Authored by arphaman on Jul 30 2014, 12:06 PM.

Details

Summary

This patch provides documentation for the coverage mapping format.

It uses html based examples for high level overview to show the difference
between the mapping regions using different colours.

Diff Detail

Event Timeline

arphaman updated this revision to Diff 12042.Jul 30 2014, 12:06 PM
arphaman retitled this revision from to Coverage: Documentation for the coverage mapping format.
arphaman updated this object.
arphaman edited the test plan for this revision. (Show Details)
arphaman added reviewers: bogner, bob.wilson, dexonsmith.
arphaman set the repository for this revision to rL LLVM.
arphaman added a subscriber: Unknown Object (MLST).
silvas added a subscriber: silvas.Jul 30 2014, 6:15 PM
silvas added inline comments.
docs/CoverageMappingFormat.rst
15–17

Abstracts don't work well for most kinds of documentation (this case included).
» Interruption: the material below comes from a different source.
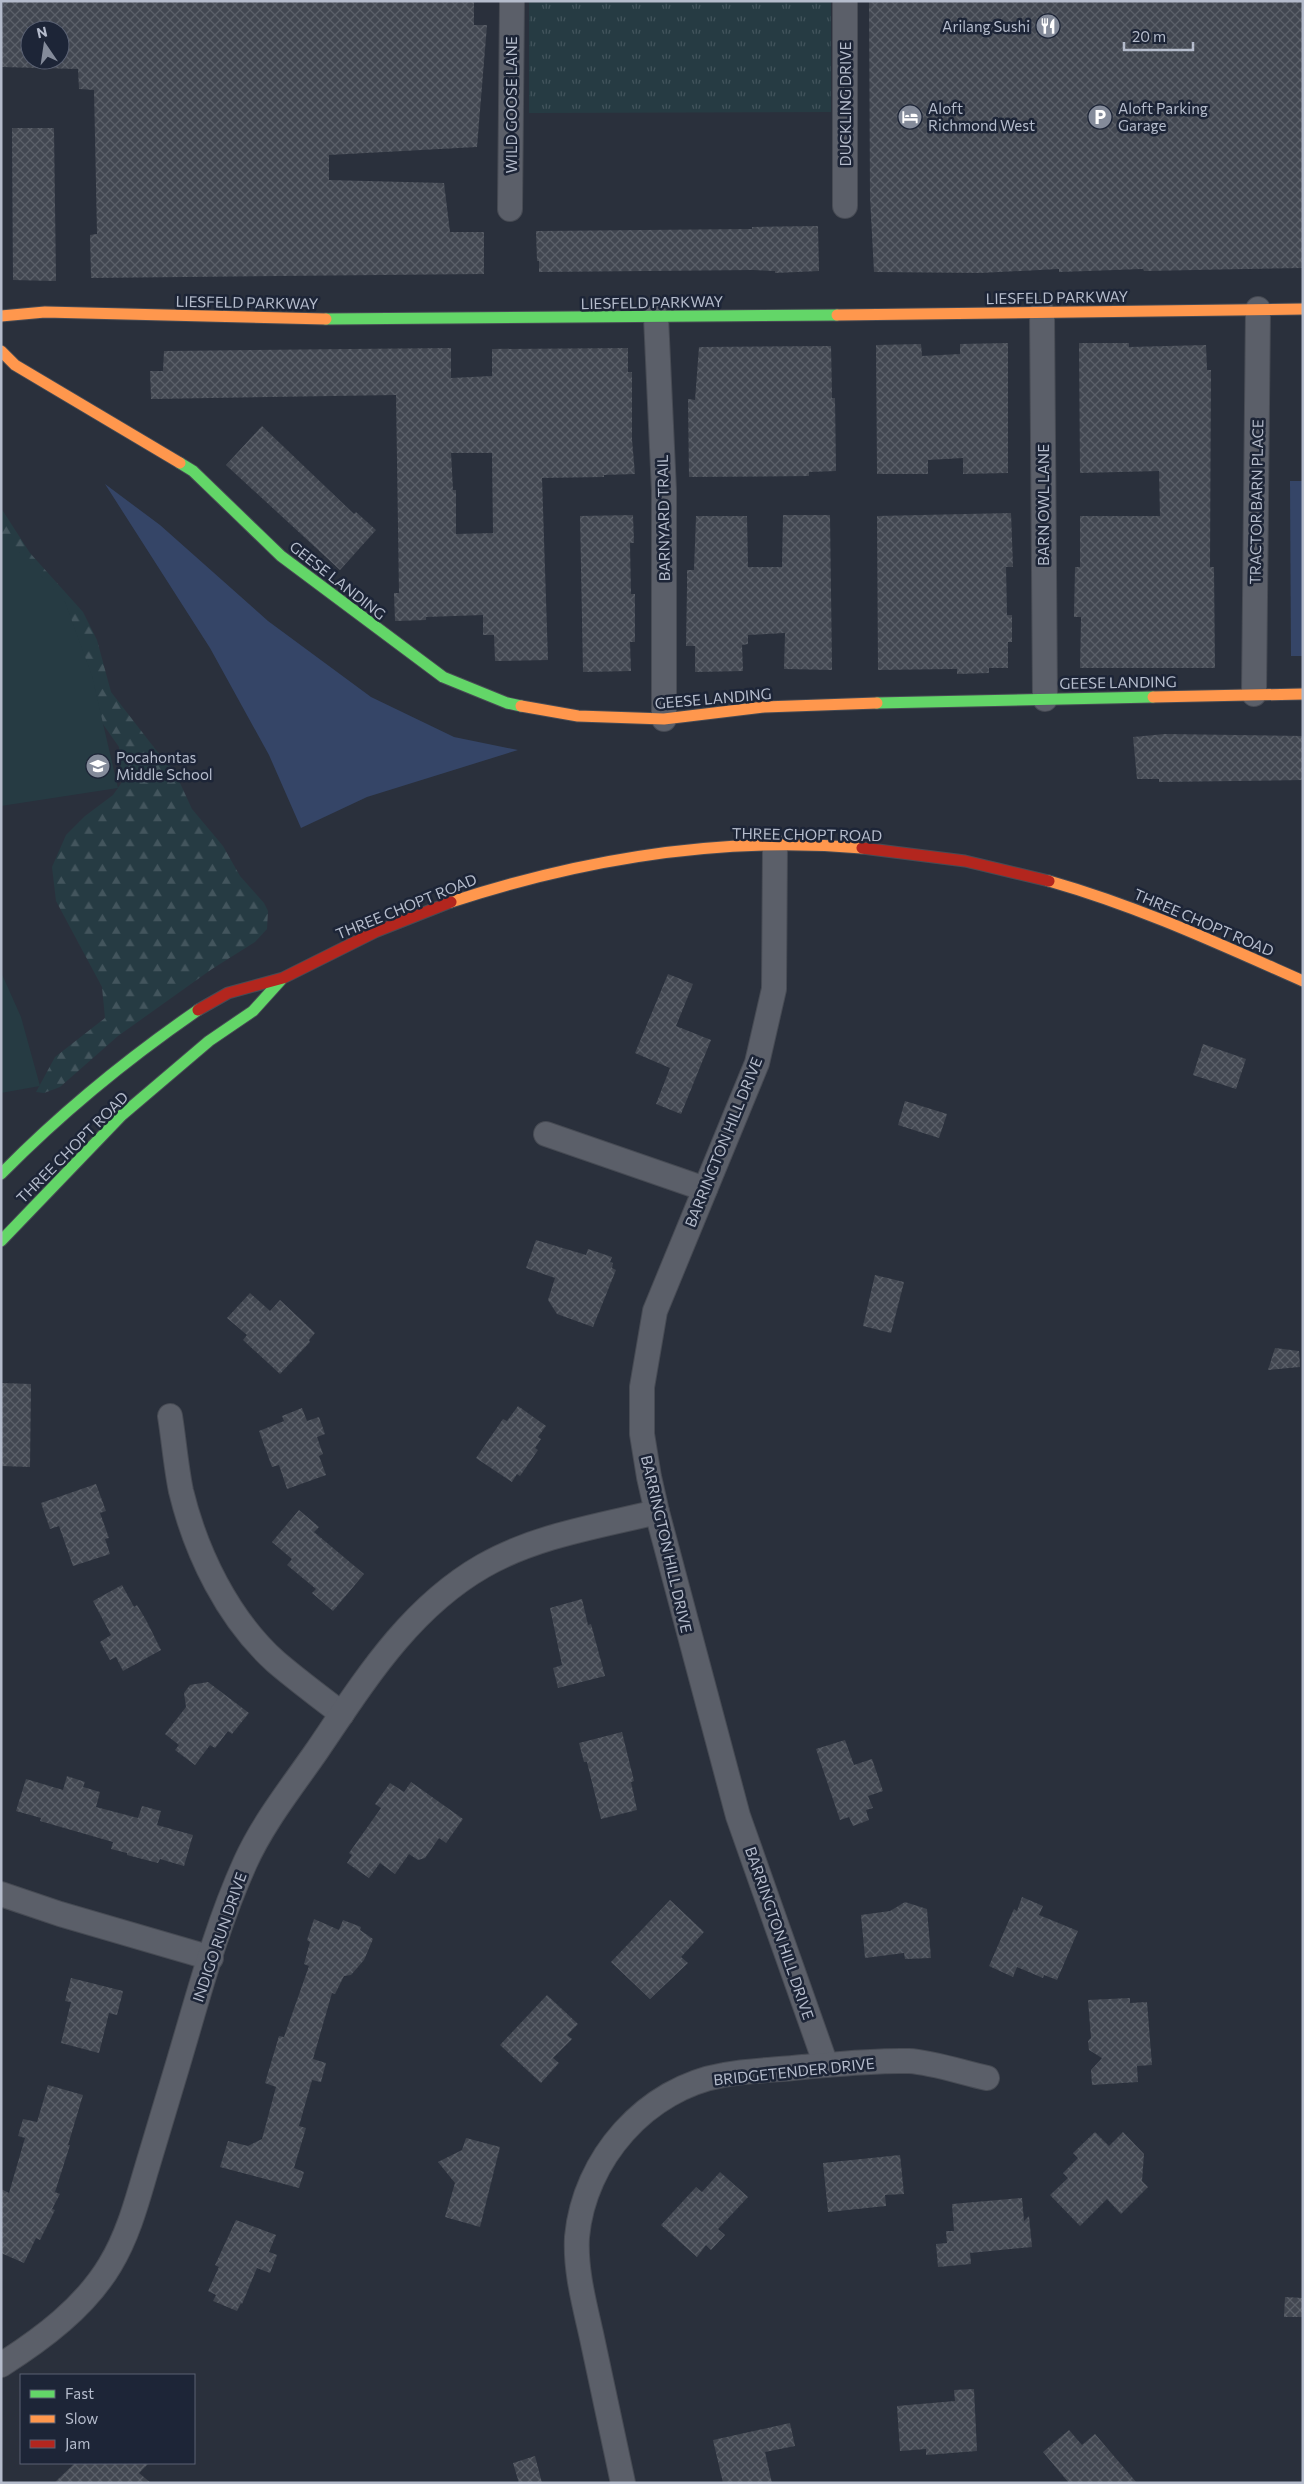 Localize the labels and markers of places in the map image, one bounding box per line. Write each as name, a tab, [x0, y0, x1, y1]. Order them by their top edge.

It's much more important to specify your assumptions about your readers and what the document is *trying to achieve for those readers*, than just trying to summarize the document's contents per se. See http://llvm.org/docs/SphinxQuickstartTemplate.html#guidelines for some basic guidelines.

44–45

A reader could make it here (and actually beyond here) thinking that this format is the run-time data structure that is used to store counts; I speak from personal experience...

Please don't address this comment by just saying somewhere "this is not a discussion of the runtime data structure". Instead, describe where this information fits in the coverage pipeline (i.e. the entire process of going from "a user's source code" to "a user's source code displayed to them with coverage information annotated on it"), which programs handle/create/look at this information, what does "mapping" have to do with anything?, etc. This is key "orienting" information that the reader absolutely has to have clear for the document to make any sense at all!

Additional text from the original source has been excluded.